6216 sayılı kanun uyarınca Anayasa Mahkemesi yeniden yargılamaya karar vermiş ise, derece mahkemesi doğrudan yeniden yargılama işlemlerini başlatmak zorundadır. 6216 sayılı Kanun m.50/2’nin 3. cümlesine göre, yeniden yargılama yapmakla yükümlü mahkeme, Anayasa Mahkemesi’nin ihlal kararında açıkladığı ihlali ve sonuçlarını ortadan kaldıracak şekilde karar vermek zorundadır.
Anayasa Mahkemesinin ihlal kararı sonrasında yargı merciilerinin bariz şekilde Anayasa ve kanunlara aykırı olarak verdikleri kararlarla ihlalin giderilmesini sürüncemede bıraktıkları ve temel hak ve hürriyetleri ihlal edici uygulamaya devam edildiği görülmektedir. Yargıtay 3. Ceza Dairesi’nce ihlal kararının gereğinin anayasal zorunluluğa karşın yerine getirilmemesi ve kararın uygulanmaması adına Anayasa Mahkemesi üyeleri hakkında suç duyurusunda bulunularak hukuk devleti ilkesine telafisi imkansız bir zarar verilmekte ve suç işlenmektedir.

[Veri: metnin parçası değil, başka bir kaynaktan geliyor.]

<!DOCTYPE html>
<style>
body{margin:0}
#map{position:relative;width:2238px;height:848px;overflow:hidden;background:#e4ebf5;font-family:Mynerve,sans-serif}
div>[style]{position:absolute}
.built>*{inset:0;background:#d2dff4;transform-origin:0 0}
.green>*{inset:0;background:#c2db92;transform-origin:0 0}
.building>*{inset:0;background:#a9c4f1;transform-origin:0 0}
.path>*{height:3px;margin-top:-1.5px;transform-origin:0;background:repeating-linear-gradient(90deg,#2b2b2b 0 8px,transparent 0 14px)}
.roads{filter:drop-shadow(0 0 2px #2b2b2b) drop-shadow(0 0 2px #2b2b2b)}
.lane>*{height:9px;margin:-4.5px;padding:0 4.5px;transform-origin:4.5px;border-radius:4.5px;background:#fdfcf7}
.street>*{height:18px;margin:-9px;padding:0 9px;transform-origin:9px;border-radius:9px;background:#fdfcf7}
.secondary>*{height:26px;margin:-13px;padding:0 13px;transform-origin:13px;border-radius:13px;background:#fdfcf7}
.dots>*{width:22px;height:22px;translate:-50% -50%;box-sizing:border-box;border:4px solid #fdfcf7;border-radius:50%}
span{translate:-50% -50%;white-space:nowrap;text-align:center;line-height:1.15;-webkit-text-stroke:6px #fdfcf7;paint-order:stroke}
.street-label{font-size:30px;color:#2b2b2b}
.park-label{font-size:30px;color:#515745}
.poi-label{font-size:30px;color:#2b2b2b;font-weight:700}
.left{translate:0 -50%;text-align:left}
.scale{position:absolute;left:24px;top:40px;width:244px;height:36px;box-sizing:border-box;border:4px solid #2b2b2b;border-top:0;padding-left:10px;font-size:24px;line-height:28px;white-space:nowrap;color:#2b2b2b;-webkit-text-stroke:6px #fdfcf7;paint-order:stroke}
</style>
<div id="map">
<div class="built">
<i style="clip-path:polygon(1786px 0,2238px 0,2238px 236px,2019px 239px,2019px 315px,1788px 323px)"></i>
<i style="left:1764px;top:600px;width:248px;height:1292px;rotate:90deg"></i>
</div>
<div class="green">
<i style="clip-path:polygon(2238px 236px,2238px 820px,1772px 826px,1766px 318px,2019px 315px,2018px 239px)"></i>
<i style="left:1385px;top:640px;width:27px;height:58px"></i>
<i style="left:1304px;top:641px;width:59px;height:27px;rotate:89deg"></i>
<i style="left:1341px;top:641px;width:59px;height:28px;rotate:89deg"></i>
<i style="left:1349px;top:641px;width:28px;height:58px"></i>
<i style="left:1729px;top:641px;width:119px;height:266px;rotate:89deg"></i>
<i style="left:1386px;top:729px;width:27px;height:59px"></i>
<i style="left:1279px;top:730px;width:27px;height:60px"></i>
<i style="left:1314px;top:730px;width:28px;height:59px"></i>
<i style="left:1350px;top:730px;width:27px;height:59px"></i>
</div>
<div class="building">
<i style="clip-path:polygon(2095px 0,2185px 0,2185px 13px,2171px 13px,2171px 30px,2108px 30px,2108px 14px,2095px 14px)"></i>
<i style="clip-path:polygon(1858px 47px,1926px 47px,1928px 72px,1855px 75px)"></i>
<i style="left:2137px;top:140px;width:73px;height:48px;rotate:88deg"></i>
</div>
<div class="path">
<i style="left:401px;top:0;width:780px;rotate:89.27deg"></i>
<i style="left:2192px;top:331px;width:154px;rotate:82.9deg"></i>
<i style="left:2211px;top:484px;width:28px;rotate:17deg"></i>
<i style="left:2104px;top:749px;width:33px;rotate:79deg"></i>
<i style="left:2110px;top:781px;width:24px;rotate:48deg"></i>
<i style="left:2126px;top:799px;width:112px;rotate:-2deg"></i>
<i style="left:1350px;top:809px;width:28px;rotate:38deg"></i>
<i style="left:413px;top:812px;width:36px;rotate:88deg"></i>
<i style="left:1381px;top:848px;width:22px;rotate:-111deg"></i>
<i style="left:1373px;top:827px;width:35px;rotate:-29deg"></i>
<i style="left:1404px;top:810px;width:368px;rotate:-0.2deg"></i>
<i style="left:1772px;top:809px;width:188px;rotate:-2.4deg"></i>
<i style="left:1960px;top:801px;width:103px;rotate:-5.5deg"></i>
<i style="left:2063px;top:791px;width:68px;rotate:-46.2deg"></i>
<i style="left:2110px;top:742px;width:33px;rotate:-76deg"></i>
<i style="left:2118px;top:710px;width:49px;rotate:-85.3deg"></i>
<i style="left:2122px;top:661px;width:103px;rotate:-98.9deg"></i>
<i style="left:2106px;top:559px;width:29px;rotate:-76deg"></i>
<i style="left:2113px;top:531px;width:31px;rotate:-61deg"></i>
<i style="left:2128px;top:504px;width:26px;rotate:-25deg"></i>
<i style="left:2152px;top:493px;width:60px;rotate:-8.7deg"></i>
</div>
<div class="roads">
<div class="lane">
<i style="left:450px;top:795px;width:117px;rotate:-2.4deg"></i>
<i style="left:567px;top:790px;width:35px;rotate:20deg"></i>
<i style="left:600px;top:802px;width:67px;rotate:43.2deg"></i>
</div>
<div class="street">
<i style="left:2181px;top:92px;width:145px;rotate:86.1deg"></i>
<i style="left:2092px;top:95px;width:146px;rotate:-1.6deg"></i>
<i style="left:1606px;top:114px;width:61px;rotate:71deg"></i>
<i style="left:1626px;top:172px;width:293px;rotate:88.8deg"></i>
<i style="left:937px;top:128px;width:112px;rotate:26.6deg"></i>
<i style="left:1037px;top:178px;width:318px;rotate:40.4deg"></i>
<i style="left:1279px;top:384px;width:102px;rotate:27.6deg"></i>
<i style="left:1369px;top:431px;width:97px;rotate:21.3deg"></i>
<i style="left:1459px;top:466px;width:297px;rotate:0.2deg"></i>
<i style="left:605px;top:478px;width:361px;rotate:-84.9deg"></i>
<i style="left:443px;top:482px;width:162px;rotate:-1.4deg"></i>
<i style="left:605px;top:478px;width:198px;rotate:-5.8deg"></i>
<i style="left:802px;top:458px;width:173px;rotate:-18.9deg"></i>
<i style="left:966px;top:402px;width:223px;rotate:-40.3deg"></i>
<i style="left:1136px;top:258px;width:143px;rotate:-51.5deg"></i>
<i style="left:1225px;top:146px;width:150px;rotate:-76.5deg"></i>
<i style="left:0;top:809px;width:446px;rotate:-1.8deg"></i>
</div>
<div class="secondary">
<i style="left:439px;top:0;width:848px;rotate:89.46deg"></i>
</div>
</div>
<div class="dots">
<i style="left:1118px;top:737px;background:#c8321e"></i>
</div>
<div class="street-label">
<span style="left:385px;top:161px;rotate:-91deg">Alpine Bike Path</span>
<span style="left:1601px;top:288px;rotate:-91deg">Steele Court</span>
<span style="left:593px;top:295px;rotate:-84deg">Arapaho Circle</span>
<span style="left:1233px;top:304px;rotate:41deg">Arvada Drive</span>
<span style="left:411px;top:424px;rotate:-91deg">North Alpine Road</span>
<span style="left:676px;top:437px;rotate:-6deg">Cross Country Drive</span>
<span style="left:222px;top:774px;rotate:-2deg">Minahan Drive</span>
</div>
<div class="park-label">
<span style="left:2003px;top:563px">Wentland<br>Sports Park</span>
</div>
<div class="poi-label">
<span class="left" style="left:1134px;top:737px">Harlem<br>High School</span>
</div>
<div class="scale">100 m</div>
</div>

Mahkeme kararlarının uygulanmadığı bir yerde hukuk devletinden bahsedilemez. Bu nedenle Anayasa Mahkemesinin Can ATALAY kararında tespit edilen hak ihlallerinin ortadan kaldırılması ve bahsi geçen ihlal kararının gereğinin yerine getirilmesi yalnızca ilgili derece mahkemelerinin değil, başta Türkiye Büyük Millet Meclisi ile Yargı organları olmak üzere kamu gücünü kullanan diğer organların da görevidir. “Hukuki güvenlik” hakkının geri dönülmez biçimde zedelenmemesi adına, Can ATALAY hakkında derhal yeniden yargılama, yasama dokonulmazlığı kapsamında durma ve tahliye kararı verilmeli; Yargıtay 3. Ceza Dairesi üyeleri hakkında 2797 sayılı Yargıtay kanunun 46. Maddesi gereğince resen soruşturma başlatması çağrısında bulunuyoruz.
Türkiye Cumhuriyeti, çadır veya muz cumhuriyeti değildir. Kurum ve kurallar ülkesidir. Verilen bu karar ile Yargıtay 3. Ceza Dairesi yargı kararı ile Anayasal suç işlemiştir.
Bu nedenle, Denizli Barosu dün olduğu gibi bugün de, yarın da darbe veya darbe teşebbüsü nereden gelirse gelsin daima karşısında duracaktır.